**What you are asked to do:**
Determine the number of lines in these entries that hold the word "roads". Give the number and nothing more.

Stored records:
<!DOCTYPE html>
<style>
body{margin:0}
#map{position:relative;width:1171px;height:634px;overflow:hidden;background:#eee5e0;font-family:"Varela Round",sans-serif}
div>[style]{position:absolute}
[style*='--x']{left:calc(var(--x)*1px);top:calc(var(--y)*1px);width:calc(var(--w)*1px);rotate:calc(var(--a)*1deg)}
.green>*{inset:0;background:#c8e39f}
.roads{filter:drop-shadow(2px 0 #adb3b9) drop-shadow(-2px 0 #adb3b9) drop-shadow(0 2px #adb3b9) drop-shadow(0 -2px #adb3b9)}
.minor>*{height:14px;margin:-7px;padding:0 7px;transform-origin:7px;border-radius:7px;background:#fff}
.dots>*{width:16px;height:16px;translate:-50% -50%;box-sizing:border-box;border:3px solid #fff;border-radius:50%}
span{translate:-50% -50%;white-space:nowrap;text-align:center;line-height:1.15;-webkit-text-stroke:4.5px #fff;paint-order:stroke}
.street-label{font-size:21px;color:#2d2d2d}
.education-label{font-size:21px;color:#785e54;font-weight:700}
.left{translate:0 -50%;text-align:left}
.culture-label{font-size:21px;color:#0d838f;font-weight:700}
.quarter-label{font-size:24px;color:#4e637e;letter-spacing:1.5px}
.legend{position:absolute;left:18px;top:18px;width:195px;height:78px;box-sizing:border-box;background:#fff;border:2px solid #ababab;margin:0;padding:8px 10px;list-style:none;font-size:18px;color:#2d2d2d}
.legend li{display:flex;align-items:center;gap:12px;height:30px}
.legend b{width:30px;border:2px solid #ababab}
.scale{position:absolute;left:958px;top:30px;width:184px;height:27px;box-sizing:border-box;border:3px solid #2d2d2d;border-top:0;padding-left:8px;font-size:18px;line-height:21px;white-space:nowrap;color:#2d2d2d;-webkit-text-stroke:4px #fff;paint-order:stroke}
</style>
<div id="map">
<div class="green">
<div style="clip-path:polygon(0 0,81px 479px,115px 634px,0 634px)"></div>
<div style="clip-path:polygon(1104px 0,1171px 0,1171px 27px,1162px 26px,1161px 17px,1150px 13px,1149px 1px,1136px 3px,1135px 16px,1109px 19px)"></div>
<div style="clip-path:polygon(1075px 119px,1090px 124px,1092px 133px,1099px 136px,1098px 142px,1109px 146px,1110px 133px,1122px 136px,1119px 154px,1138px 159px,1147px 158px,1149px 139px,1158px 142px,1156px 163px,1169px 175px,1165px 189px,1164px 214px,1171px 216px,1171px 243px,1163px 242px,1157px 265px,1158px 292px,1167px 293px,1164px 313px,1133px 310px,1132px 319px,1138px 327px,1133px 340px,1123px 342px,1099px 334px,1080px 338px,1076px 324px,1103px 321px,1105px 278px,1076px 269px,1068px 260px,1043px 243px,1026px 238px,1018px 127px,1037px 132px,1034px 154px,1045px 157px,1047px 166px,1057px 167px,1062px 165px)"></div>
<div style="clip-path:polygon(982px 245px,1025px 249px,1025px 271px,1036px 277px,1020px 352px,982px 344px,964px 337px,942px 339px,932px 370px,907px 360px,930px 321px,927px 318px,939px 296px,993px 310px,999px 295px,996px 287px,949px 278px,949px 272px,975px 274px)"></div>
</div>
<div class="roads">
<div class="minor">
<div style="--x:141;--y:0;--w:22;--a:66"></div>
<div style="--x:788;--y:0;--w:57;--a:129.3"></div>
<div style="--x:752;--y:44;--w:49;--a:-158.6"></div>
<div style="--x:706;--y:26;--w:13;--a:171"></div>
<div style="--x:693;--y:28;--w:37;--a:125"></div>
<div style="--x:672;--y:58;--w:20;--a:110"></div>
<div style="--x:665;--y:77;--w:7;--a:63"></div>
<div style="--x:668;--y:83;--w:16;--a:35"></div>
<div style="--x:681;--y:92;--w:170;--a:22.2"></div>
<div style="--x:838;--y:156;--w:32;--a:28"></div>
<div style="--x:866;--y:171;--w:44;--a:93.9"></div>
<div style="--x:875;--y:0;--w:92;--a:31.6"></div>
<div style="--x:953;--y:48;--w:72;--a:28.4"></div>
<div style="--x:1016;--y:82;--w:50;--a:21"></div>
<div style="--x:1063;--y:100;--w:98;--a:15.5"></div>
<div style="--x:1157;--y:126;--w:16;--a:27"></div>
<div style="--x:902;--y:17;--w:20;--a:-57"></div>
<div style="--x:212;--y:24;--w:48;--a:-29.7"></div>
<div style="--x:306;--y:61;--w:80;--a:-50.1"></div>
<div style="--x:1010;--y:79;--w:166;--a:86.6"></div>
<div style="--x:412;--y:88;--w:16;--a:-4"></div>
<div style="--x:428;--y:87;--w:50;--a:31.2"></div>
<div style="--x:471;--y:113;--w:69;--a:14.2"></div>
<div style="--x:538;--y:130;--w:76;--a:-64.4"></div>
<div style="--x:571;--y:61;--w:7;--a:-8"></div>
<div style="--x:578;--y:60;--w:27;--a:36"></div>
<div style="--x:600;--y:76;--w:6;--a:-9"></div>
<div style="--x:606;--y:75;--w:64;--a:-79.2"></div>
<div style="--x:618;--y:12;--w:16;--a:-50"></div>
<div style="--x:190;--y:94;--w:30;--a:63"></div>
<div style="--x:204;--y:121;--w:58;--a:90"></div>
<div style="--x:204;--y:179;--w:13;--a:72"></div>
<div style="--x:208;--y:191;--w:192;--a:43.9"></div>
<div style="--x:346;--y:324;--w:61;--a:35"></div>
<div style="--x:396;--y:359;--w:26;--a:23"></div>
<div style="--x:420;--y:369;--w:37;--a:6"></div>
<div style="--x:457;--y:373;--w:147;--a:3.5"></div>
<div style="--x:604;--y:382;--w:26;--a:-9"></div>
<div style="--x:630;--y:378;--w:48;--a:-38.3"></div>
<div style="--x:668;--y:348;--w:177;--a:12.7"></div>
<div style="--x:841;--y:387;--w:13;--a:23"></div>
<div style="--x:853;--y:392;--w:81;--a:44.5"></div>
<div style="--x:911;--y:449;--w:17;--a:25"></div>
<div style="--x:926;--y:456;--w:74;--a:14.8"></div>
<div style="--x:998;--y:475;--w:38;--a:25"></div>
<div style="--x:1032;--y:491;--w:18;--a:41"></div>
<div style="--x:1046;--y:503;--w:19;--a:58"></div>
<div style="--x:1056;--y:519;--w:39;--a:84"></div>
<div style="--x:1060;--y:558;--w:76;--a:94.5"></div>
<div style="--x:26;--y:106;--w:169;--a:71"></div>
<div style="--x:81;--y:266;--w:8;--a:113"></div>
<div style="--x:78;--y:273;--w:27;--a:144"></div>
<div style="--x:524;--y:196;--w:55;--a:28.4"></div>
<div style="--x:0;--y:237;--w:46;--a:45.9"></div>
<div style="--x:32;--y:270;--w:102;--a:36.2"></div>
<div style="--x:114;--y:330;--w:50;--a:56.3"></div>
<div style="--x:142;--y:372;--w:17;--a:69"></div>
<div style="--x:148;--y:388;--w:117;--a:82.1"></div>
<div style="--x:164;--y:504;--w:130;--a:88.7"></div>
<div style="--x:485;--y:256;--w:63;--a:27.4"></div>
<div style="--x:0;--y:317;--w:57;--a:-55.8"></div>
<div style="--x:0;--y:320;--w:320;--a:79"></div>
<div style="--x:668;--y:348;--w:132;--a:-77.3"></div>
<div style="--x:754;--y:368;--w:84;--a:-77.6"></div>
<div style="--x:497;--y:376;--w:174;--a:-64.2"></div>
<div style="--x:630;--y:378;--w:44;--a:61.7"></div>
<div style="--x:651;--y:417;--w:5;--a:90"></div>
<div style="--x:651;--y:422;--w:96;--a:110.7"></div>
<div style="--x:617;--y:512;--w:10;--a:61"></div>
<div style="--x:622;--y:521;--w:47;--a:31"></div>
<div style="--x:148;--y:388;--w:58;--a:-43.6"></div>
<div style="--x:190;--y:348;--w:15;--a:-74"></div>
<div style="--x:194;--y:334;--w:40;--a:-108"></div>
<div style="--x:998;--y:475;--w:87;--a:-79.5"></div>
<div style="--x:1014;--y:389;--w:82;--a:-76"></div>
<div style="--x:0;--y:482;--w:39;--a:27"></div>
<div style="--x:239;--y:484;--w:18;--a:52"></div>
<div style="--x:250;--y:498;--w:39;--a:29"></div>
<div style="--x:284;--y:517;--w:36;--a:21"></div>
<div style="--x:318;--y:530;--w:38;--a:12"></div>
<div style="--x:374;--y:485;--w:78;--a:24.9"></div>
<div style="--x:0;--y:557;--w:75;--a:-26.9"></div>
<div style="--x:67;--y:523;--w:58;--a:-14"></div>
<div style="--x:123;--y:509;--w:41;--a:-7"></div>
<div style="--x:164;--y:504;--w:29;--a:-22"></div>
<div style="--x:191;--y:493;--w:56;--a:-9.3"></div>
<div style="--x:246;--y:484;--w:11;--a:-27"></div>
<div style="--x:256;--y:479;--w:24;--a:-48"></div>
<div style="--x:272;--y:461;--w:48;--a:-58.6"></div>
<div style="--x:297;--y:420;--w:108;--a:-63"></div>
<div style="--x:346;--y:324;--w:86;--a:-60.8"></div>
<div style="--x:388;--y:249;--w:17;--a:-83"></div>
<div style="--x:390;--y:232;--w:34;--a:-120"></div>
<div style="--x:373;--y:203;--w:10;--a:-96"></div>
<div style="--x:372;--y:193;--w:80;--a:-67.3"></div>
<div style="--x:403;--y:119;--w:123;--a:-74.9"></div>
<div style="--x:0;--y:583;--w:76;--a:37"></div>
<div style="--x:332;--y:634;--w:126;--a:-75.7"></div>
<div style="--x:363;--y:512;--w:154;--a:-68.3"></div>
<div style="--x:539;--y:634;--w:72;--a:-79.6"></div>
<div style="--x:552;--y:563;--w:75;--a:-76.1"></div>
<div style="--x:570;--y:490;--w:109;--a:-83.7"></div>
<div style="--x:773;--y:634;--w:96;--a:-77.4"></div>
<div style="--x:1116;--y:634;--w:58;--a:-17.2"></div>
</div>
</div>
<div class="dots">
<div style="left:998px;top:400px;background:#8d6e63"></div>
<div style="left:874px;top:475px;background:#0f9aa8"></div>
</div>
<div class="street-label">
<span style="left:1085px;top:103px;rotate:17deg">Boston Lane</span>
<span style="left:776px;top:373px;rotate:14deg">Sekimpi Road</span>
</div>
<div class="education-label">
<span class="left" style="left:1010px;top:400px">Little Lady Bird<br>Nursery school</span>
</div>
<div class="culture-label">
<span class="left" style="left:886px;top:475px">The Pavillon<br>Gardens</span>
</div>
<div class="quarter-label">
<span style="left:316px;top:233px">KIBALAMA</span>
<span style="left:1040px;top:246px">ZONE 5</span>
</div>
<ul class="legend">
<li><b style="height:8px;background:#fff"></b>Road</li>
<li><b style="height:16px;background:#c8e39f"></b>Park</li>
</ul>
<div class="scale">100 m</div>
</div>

**Result of the exercise:**
2